■ What this task involves
In the listing below, write out exactly each line from the first through the one containing "filter:drop-shadow(2px 0 #848d77)".

(Beginning of Exercise materials)

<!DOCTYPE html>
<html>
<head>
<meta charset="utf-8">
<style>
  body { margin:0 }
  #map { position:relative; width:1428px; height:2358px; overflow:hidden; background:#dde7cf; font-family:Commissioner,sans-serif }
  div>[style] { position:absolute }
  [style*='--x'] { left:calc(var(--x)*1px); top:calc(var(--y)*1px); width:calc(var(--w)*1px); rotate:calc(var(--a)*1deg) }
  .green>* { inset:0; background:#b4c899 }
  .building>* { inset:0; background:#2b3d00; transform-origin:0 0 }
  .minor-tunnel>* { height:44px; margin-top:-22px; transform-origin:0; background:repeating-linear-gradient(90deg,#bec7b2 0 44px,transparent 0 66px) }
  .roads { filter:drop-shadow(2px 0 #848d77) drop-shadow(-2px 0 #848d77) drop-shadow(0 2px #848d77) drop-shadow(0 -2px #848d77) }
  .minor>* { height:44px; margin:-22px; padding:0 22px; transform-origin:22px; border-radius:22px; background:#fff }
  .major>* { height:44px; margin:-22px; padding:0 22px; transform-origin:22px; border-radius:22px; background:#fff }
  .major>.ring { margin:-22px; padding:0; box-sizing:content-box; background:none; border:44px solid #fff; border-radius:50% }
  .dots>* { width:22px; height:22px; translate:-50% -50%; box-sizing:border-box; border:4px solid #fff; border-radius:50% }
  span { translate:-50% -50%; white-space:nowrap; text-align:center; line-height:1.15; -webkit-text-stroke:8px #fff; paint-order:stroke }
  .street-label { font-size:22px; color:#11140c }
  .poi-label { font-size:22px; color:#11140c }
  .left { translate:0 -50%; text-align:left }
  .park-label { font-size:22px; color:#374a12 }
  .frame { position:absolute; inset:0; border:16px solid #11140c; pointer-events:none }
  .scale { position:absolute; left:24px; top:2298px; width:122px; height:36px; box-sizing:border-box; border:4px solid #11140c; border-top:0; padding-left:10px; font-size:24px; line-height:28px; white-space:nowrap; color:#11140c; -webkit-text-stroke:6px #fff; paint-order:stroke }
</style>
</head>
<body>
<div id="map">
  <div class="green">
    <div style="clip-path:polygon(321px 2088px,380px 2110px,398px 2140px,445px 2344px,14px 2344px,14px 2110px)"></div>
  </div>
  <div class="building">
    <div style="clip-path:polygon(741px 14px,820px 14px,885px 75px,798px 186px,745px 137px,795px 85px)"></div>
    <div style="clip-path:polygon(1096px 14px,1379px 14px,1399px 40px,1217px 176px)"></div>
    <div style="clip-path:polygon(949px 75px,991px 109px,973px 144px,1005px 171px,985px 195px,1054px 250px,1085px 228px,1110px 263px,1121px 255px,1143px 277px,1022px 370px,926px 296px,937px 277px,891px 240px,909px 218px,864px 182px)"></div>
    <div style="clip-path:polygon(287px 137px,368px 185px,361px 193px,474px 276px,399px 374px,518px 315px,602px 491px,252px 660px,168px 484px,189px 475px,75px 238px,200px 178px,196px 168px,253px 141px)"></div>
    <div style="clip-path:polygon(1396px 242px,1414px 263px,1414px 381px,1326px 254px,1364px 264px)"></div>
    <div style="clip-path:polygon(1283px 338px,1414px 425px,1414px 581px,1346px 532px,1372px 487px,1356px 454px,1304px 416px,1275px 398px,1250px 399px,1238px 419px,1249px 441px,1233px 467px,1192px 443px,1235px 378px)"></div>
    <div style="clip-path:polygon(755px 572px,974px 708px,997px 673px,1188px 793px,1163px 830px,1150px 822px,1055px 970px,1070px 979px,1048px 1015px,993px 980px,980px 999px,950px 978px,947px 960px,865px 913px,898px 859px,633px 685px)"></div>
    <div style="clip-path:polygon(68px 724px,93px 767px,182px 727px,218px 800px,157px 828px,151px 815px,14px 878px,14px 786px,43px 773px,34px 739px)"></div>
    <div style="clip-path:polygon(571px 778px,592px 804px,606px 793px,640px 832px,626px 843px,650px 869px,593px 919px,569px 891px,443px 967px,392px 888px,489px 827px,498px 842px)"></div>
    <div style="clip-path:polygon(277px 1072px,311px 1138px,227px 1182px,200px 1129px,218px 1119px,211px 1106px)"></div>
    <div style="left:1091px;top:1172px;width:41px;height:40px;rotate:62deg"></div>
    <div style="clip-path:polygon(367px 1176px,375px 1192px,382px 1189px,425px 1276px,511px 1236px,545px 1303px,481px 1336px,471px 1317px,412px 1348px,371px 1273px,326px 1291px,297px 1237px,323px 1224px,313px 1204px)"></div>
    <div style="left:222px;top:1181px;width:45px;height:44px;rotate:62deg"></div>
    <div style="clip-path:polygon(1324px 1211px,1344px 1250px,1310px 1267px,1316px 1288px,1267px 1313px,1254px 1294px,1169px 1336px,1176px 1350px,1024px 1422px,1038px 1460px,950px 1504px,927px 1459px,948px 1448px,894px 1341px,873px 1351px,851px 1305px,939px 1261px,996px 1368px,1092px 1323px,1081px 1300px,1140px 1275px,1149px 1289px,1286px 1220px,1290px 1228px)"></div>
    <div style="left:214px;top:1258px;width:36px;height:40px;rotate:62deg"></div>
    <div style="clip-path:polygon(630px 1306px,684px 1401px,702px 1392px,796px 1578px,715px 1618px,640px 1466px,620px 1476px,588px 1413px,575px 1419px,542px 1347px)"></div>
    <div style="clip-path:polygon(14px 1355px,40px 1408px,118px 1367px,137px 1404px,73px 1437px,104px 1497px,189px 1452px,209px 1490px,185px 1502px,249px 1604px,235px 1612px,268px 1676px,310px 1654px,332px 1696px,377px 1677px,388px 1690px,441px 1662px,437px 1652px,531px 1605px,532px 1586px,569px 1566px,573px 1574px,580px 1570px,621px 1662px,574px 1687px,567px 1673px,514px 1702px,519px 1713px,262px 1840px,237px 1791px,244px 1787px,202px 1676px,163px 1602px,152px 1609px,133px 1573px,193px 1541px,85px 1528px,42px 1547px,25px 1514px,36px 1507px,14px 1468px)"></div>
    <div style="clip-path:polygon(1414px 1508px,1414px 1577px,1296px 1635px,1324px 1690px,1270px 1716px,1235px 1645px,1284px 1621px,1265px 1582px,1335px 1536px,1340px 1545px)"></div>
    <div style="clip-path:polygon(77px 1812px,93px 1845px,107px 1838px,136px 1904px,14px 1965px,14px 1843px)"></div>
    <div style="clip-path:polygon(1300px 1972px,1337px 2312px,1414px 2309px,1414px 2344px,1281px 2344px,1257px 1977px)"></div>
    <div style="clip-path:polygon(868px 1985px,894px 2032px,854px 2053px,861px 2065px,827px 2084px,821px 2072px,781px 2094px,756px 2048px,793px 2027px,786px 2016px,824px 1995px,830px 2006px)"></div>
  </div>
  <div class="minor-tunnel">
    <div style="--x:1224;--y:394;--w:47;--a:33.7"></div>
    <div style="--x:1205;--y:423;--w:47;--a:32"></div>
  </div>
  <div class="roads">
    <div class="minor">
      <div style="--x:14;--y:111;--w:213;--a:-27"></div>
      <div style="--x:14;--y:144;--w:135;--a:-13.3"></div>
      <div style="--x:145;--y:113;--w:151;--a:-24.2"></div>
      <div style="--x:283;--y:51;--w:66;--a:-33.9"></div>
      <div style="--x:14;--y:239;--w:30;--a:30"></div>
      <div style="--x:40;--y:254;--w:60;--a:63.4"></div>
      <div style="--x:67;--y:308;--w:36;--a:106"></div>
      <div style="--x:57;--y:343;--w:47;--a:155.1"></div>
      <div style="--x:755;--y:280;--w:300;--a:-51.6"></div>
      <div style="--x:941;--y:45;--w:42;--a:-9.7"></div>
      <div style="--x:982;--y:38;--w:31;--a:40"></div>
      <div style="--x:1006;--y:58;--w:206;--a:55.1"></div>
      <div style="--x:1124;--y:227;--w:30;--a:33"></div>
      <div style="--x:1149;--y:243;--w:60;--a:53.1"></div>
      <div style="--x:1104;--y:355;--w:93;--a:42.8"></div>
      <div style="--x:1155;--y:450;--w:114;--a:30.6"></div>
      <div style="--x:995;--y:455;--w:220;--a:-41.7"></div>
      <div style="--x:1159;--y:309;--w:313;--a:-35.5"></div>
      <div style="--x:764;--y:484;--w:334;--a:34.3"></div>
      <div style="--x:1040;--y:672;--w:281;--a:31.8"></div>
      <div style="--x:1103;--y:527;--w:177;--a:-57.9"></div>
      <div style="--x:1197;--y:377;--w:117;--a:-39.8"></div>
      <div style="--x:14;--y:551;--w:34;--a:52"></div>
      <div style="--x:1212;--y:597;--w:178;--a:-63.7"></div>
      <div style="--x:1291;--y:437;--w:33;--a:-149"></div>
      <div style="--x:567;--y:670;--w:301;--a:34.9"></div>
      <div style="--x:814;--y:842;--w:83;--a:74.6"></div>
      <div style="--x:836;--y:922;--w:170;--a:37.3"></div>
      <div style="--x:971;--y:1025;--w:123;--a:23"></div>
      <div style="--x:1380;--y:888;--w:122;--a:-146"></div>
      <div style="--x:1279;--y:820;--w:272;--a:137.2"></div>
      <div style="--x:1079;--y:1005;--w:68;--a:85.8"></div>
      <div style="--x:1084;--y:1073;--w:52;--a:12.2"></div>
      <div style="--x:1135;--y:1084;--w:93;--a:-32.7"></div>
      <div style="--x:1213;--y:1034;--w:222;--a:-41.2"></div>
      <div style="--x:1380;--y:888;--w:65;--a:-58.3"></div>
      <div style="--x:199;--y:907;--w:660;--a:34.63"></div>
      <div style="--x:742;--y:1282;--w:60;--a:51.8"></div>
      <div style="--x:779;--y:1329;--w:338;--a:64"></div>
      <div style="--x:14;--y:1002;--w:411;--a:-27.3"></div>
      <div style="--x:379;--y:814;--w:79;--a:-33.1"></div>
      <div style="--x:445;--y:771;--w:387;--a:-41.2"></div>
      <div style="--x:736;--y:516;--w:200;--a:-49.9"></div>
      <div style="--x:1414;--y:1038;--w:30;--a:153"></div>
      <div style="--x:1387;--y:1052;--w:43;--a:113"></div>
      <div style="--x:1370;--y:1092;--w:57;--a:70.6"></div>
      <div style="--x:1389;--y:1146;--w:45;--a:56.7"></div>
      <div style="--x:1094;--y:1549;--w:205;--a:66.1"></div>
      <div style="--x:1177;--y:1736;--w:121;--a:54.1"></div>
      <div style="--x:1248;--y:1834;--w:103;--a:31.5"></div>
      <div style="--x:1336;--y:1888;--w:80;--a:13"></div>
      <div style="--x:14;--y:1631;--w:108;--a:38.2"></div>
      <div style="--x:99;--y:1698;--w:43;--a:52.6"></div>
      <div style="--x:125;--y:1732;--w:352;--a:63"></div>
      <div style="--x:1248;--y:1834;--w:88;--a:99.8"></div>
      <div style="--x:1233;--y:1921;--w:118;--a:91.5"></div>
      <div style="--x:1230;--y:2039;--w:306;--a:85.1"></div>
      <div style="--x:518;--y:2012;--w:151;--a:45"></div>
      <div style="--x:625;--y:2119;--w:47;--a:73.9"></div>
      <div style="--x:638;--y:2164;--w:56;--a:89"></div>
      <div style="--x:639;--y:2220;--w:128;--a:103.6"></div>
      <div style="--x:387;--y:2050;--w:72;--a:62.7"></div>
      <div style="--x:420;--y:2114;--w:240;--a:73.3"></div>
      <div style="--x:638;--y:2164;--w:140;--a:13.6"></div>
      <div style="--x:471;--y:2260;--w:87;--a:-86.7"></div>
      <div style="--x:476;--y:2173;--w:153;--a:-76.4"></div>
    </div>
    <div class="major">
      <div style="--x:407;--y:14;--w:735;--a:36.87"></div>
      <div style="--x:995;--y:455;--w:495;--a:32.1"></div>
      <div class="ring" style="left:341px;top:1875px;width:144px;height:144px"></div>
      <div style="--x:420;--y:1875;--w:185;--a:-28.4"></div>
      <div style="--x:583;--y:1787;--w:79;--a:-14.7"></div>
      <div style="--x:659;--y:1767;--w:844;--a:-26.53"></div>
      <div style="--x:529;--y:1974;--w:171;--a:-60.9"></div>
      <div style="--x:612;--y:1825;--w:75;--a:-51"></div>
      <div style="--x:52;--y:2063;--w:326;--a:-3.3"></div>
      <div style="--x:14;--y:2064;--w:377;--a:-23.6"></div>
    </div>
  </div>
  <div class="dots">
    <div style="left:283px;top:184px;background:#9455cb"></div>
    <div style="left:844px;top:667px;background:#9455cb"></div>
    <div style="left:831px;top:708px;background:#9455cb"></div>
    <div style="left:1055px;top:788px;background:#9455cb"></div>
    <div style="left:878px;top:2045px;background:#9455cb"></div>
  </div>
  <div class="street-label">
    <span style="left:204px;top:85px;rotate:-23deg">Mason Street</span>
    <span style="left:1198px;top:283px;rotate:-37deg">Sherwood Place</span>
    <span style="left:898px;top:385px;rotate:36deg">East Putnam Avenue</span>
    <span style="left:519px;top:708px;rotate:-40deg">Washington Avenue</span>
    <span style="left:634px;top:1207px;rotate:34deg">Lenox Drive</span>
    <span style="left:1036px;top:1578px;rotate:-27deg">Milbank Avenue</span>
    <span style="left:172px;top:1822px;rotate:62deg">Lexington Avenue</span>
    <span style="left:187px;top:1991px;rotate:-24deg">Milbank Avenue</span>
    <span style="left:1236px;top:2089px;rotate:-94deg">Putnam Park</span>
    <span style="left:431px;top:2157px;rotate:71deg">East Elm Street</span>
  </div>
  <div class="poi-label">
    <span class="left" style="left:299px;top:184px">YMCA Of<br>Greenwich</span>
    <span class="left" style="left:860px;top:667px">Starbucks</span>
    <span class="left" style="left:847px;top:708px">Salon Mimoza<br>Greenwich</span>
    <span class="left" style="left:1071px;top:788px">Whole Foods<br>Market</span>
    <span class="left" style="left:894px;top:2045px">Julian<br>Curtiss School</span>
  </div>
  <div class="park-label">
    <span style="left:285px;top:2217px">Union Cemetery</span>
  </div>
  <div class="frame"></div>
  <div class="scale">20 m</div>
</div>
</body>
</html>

(End of Exercise materials)

■ Finished task
<!DOCTYPE html>
<html>
<head>
<meta charset="utf-8">
<style>
  body { margin:0 }
  #map { position:relative; width:1428px; height:2358px; overflow:hidden; background:#dde7cf; font-family:Commissioner,sans-serif }
  div>[style] { position:absolute }
  [style*='--x'] { left:calc(var(--x)*1px); top:calc(var(--y)*1px); width:calc(var(--w)*1px); rotate:calc(var(--a)*1deg) }
  .green>* { inset:0; background:#b4c899 }
  .building>* { inset:0; background:#2b3d00; transform-origin:0 0 }
  .minor-tunnel>* { height:44px; margin-top:-22px; transform-origin:0; background:repeating-linear-gradient(90deg,#bec7b2 0 44px,transparent 0 66px) }
  .roads { filter:drop-shadow(2px 0 #848d77) drop-shadow(-2px 0 #848d77) drop-shadow(0 2px #848d77) drop-shadow(0 -2px #848d77) }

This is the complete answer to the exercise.